Enquanto exemplos de métodos Agileaplicáveis à construção existem o Scrum, que se foca na divisão do projeto em fases distintas e geríveis com objetivos e entregáveis específicos (e.g.1) fundações e estruturas, 2) fachadas, 3) acabamentos e instalações); o Kanban, que incide no controlo das tarefas em tempo real e na alocação mais ou menos intensa de recursos consoante o progresso (e.g. controlo de materiais, mão de obra e equipamentos para a execução das fundações); e o Lean, que procura aumentar a produtividade dos trabalhos e reduzir desperdícios (e.g.recurso à construção modular e entregas just in time na execução dos acabamentos).
Os principais desafios para o sucesso deste tipo de implementação na construção relacionam-se com: a elevada fragmentação e dispersão da cadeia de valor da construção, que dificulta a coordenação, e a falta de formação das diferentes partes interessadas, em termos processuais e tecnológicos; a interdependência de muitas fases e tarefas de um projeto de construção, que dificulta a aplicação de entregas incrementais e de ciclos curtos; a preferência geral dos donos de obra por contratos com preço global fixo e não revisível, que podem não ser compatíveis com uma aplicação Agile; e as eventuais limitações regulamentares e legais, designadamente no âmbito da contratação pública.
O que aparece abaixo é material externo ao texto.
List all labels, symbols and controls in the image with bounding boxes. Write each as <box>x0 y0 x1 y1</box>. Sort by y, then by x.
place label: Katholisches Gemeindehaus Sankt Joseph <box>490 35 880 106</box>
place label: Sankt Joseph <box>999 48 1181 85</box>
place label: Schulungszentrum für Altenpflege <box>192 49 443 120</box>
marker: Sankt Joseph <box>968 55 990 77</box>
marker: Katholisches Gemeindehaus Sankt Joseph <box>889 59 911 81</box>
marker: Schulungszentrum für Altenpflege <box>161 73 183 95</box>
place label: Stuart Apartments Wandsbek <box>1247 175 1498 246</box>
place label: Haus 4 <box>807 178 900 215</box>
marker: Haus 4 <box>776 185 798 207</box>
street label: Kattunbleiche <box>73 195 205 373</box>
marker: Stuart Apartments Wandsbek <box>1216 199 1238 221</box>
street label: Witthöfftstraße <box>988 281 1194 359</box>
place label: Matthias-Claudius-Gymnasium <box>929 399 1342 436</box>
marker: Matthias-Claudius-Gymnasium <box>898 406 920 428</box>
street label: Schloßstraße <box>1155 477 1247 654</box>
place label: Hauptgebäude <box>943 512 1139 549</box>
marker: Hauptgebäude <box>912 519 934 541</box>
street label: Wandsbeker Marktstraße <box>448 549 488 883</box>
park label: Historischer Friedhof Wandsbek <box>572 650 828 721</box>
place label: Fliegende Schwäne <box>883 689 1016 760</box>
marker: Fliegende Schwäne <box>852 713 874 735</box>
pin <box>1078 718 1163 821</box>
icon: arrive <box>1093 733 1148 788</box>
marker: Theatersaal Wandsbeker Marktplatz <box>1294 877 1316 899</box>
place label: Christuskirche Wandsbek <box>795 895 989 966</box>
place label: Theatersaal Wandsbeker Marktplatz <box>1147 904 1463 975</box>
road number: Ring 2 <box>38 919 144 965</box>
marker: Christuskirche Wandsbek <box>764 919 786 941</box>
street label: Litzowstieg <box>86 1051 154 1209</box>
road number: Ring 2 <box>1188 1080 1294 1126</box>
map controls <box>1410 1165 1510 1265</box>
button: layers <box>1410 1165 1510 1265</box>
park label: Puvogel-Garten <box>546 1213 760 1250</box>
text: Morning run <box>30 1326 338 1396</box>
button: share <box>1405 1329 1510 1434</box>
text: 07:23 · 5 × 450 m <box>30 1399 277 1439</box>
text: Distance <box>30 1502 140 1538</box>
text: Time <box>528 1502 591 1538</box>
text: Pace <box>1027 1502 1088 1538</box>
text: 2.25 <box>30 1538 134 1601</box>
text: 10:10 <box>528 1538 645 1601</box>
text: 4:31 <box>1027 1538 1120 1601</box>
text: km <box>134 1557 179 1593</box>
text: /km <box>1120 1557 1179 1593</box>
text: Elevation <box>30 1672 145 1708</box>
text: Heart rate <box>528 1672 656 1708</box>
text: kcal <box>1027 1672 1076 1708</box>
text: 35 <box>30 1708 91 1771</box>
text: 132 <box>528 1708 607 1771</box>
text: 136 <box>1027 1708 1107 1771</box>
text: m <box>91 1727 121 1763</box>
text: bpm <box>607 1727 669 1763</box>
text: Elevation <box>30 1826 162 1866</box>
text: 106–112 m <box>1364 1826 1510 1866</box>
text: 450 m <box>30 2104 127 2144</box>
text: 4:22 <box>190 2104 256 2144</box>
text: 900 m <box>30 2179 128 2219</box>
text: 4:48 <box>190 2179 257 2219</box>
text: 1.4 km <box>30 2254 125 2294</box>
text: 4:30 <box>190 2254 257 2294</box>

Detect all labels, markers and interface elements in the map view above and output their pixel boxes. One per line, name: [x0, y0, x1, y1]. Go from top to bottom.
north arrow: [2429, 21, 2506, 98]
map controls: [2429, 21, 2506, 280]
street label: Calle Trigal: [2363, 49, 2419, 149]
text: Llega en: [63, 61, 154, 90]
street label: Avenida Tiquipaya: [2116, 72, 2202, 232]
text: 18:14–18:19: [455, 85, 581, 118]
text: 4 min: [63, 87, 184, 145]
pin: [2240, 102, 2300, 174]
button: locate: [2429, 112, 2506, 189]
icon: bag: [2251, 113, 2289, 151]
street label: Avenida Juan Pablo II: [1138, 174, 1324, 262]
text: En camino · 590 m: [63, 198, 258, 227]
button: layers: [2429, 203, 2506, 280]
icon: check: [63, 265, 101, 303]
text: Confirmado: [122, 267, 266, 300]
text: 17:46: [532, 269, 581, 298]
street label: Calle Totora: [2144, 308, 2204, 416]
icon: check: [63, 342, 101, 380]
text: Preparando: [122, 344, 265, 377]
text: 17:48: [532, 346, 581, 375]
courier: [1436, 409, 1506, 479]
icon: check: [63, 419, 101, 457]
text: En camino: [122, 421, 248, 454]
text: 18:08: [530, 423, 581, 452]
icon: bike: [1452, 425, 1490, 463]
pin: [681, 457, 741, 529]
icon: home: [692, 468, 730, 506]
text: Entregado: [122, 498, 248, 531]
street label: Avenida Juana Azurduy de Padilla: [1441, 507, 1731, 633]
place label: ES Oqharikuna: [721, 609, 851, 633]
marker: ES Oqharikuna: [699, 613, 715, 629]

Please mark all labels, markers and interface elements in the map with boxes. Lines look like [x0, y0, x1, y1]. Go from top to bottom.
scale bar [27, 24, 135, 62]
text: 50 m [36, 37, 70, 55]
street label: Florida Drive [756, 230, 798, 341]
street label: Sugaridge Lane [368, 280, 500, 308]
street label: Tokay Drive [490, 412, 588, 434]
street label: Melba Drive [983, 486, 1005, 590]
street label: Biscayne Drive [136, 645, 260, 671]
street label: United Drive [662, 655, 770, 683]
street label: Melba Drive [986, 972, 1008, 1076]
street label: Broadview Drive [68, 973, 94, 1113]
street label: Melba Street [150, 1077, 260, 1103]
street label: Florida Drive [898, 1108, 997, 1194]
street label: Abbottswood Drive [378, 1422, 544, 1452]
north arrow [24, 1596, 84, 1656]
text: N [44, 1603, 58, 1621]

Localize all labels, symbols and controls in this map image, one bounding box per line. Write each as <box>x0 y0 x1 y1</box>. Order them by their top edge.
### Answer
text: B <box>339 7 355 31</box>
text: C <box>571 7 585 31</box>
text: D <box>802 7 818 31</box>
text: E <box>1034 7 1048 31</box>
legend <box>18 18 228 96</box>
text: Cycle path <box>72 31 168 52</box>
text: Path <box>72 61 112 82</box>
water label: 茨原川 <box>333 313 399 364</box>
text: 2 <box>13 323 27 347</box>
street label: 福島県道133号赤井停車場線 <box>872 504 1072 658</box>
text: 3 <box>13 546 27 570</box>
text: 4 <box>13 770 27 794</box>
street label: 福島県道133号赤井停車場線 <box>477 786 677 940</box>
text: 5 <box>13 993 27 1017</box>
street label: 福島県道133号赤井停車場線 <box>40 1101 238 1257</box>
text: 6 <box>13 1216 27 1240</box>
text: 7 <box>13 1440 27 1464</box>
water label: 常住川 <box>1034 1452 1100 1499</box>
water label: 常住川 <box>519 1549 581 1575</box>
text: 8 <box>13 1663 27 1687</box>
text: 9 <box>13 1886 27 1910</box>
Assim, para capitalizar sobre os benefícios da metodologia Agile devem ser tomadas medidas específicas, ao nível das organizações e do governo.
Ao nível organizacional, enumera-se, por exemplo, o investimento na formação e capacitação dos profissionais, em parceria com instituições de ensino e de consultoria que detenham conhecimentos específicos nesta área; a implementação de ferramentas de gestão que permitam o controlo das variáveis mais relevantes dos projetos em tempo útil; e a criação de equipas multidisciplinares para tomar decisões e resolver problemas de forma autónoma e célere.
Por último, na esfera governamental, podem ser criadas políticas públicas e programas de incentivo à inovação e tecnologia que estimulem a adoção de processos ágeis no desenvolvimento de projetos de construção, incluindo a simplificação de normas e regulamentos (e.g.relativos a contratação, licenciamentos e autorizações) para facilitar o dinamismo característico destas formas de trabalhar.